Another thing I do to all my boltons to get the best possible pocket contact:
While the guitar is stung up to pitch; I loosen the neck bolt screws half a turn each; on the last bolt you will hear a creak, thats the neck digging into the neck pocket, then tighten them up. I do this ONCE everytime I take the neck off or adjust the yaw.
edit: there’s a level of OCD that may be hit by the diminishing returns theory, but hey this is also a lot of fun.
Glad you’re getting the logic behind the taller action.
He must have felt the screw might slip out or something; you can try it yourself, in-fact all these things you can do yourself, nobody can set your guitar up for you the way you want it but yourself. You really can’t do any permanent damage. Just get a Turbo Tuner for your intonation; will last forever, my longest standing pedal is an ST200; not they have a slimmer one with more options.
I can’t speak at all for mechanical bolts here - some guys swear by the importance on this point of vibrational contact being as strong as possible, others think you’re better off isolating the vibrational transfer from the neck to the body (Eric Johnson, I’ve read, favors nylon shims for this reason). I have no real basis for making a recommendation one way or another.
However, if you want as broad a contact point as possible, it IS possible to use full-pocket shims to simply raise the neck, rather than change its angle - if your tech is advocating for a 5mm shim, it sounds like that’s what he’s using.That might help here.
Weird problem though, I don’t think I’ve ever picked up a guitar that, off the wall, has TOO MUCH neck angle, and too little room for adjustment at the bridge (actually, as I write this, I take that back, there was a Kiesel design that when first released the bridge had to be fully maxed out to get playable action, but the company swore it wasn’t a design flaw, while quietly adjusting the angle in future builds). Usually I’ve found the reverse - my formative (hobbyist) teching experience was with late 90s and early 2000s Ibanez guitars, mostly, and almost without exception I’ve found RGs from this period play a little better with an increase in neck angle and a slightly higher bridge.
Well, you’d want to run that in conjunction with a slanted shim, it SHOULD work. Personally, not saying this is right, but I’ve never worried about the surface area of the contact between the neck and body, so I just increase the neck angling by shimming the (usually) very back of the pocket to steepen the angle and let the contact point be damned. But, like I said, there are differing schools of thought about this.

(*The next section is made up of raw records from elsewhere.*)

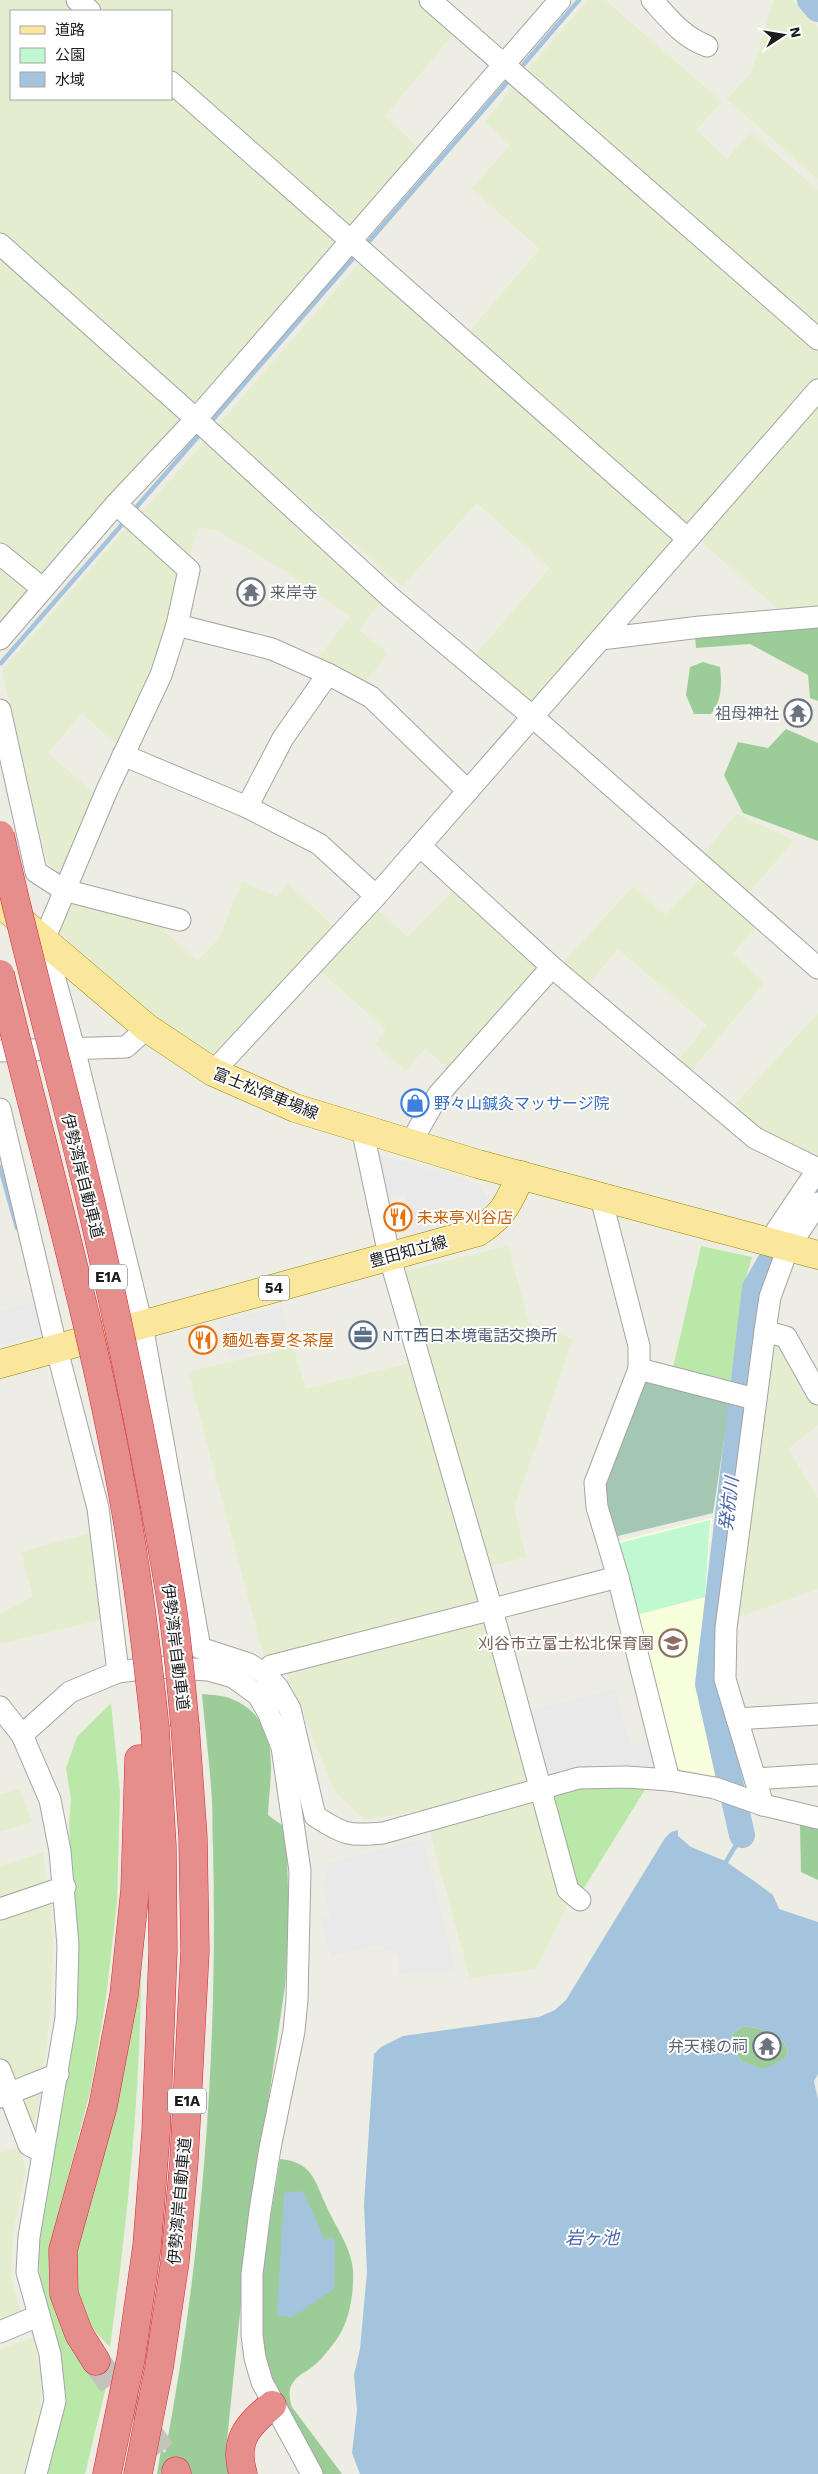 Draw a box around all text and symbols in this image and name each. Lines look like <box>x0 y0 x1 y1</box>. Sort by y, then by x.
legend <box>10 10 172 100</box>
north arrow <box>758 10 808 60</box>
text: 道路 <box>55 21 85 39</box>
text: N <box>787 26 805 39</box>
text: 公園 <box>55 46 85 64</box>
text: 水域 <box>55 71 85 89</box>
temple icon: 来岸寺 <box>236 577 266 607</box>
place label: 来岸寺 <box>270 583 318 602</box>
temple icon: 祖母神社 <box>783 698 813 728</box>
place label: 祖母神社 <box>715 704 779 723</box>
street label: 富士松停車場線 <box>210 1064 321 1123</box>
shop icon: 野々山鍼灸マッサージ院 <box>400 1088 430 1118</box>
place label: 野々山鍼灸マッサージ院 <box>434 1094 610 1113</box>
street label: 伊勢湾岸自動車道 <box>58 1112 107 1241</box>
restaurant icon: 未来亭刈谷店 <box>383 1202 413 1232</box>
place label: 未来亭刈谷店 <box>417 1208 513 1227</box>
street label: 豊田知立線 <box>367 1232 449 1271</box>
road number: E1A <box>89 1264 127 1290</box>
road number: 54 <box>259 1276 289 1300</box>
office icon: NTT西日本境電話交換所 <box>348 1320 378 1350</box>
restaurant icon: 麺処春夏冬茶屋 <box>188 1325 218 1355</box>
place label: NTT西日本境電話交換所 <box>382 1326 557 1345</box>
place label: 麺処春夏冬茶屋 <box>222 1331 334 1350</box>
water label: 発杭川 <box>715 1474 742 1532</box>
street label: 伊勢湾岸自動車道 <box>158 1582 193 1712</box>
school or university icon: 刈谷市立富士松北保育園 <box>658 1628 688 1658</box>
place label: 刈谷市立富士松北保育園 <box>478 1634 654 1653</box>
temple icon: 弁天様の祠 <box>752 2031 782 2061</box>
place label: 弁天様の祠 <box>668 2037 748 2056</box>
road number: E1A <box>168 2088 206 2114</box>
street label: 伊勢湾岸自動車道 <box>164 2136 195 2266</box>
water label: 岩ヶ池 <box>565 2227 621 2248</box>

IMO, a lot of players have done a LOT of different things to Strats. Strats have changed a lot over the years, too, not sure what era Malmsteens were but I know in the 70s they were using a 3-bolt mount rather than four, and it’s possible his decision to go with machine bolts may have been driven by stripping a body at some point and needing a workaround, rather than a belief that it was intrinsically better.
In your shoes, I would do whatever gets you the best playability. I’m not sure to what extent the neck is already shimmed, but unless we’re talking something already pretty substantial, I’d just shim.